As more teachers, educators and students turn to the Internet for information about the health of the Chesapeake, the Bay Program has launched “ChesSIE” — a web-based clearinghouse designed to make Bay education easier and more accessible for teachers and their students.

ChesSIE — Chesapeake Science on the Internet for Educators — enable teachers and education professionals throughout the 64,000-square-mile watershed to tap into Bay-related resources across the Internet through a single site at

“ChesSIE allows teachers from Binghampton, NY, to Norfolk, VA, to bring information from web sites, research organizations and data centers from across the world directly into their classroom,” said acting EPA Bay Program Director Diana Esher.

“As more children — and their parents — understand the importance of restoring and protecting the Chesapeake Bay, the better the chances of future restoration activities being successful.”

A joint project between the Bay Program and the Virginia Institute of Marine Science, ChesSIE is designed by educators for educators.

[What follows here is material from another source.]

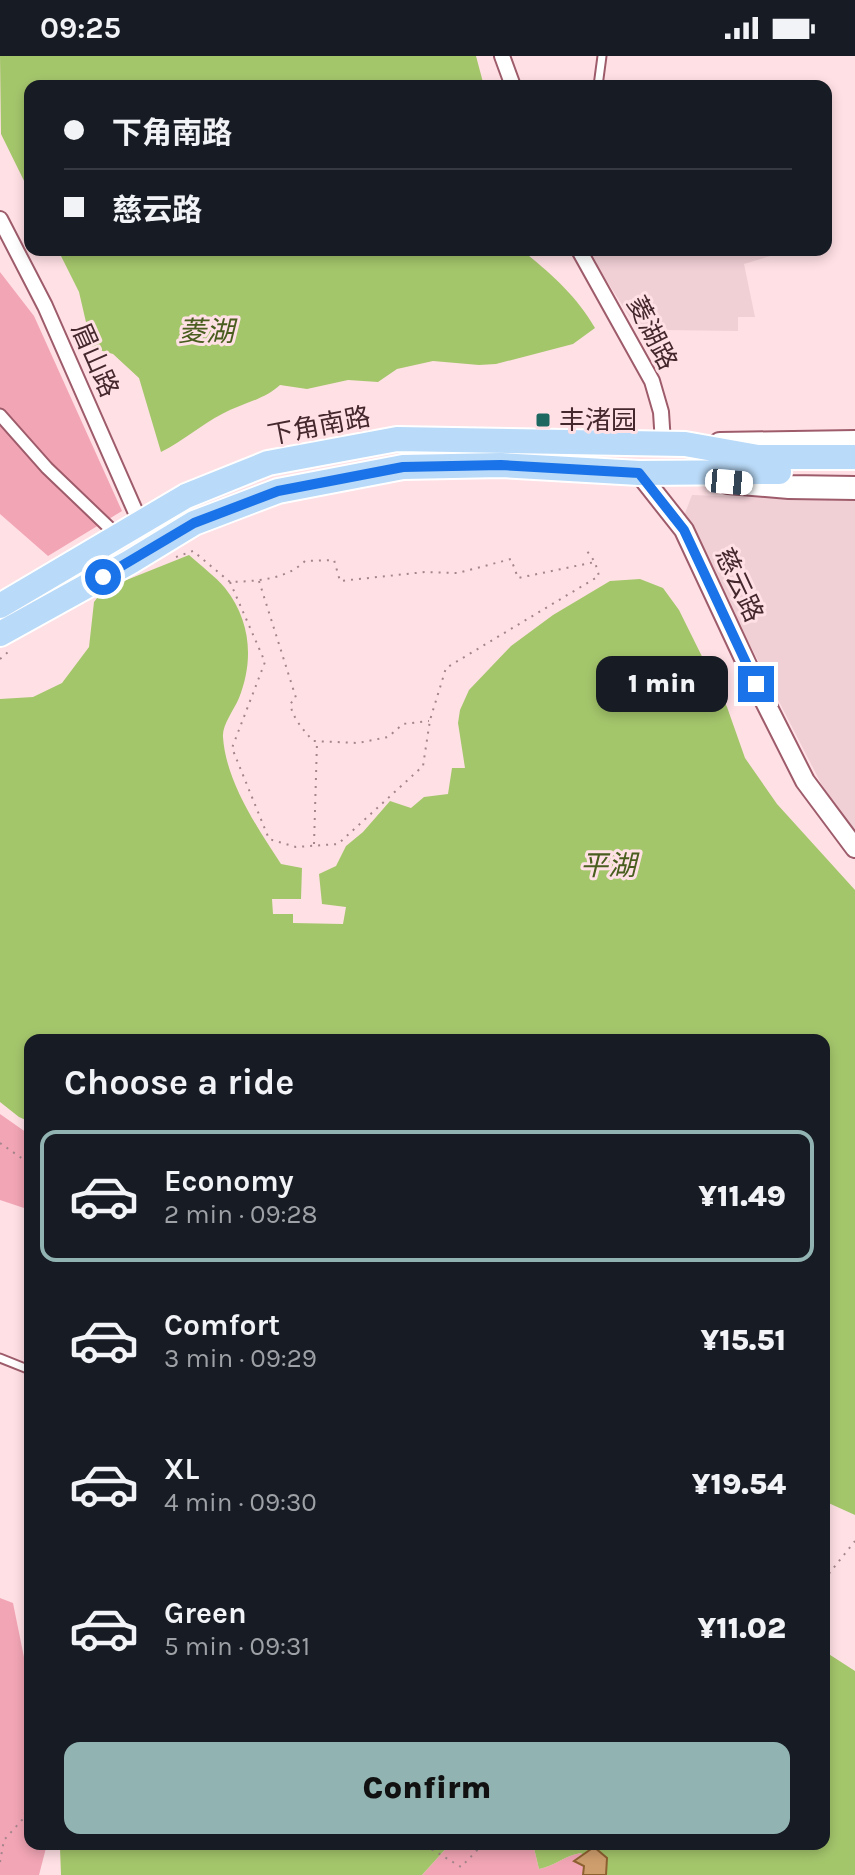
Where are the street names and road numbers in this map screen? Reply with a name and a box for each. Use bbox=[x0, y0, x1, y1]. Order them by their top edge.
street label: 菱湖路 bbox=[620, 291, 684, 375]
street label: 眉山路 bbox=[65, 318, 125, 402]
street label: 下角南路 bbox=[265, 401, 373, 451]
street label: 慈云路 bbox=[708, 543, 770, 627]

Regularly updated with new information, ChesSIE enables teachers to go directly to sites tailored to the teacher-student interaction.

Sections link users to several teaching resources including field experiences, communication techniques and professional development opportunities. An interactive bulletin board enables teachers to discuss success stories and brainstorm new program ideas and innovations with their peers. The site also provides access to more than 50 web sites detailing the Bay and its restoration.

ChesSIE addresses the need to educate future generations about the Bay’s ecological and historical importance to the region, as called for in the Chesapeake 2000 agreement. As teachers work Bay education into their classroom activities, ChesSIE will connect teachers and their students to the Bay through the Internet.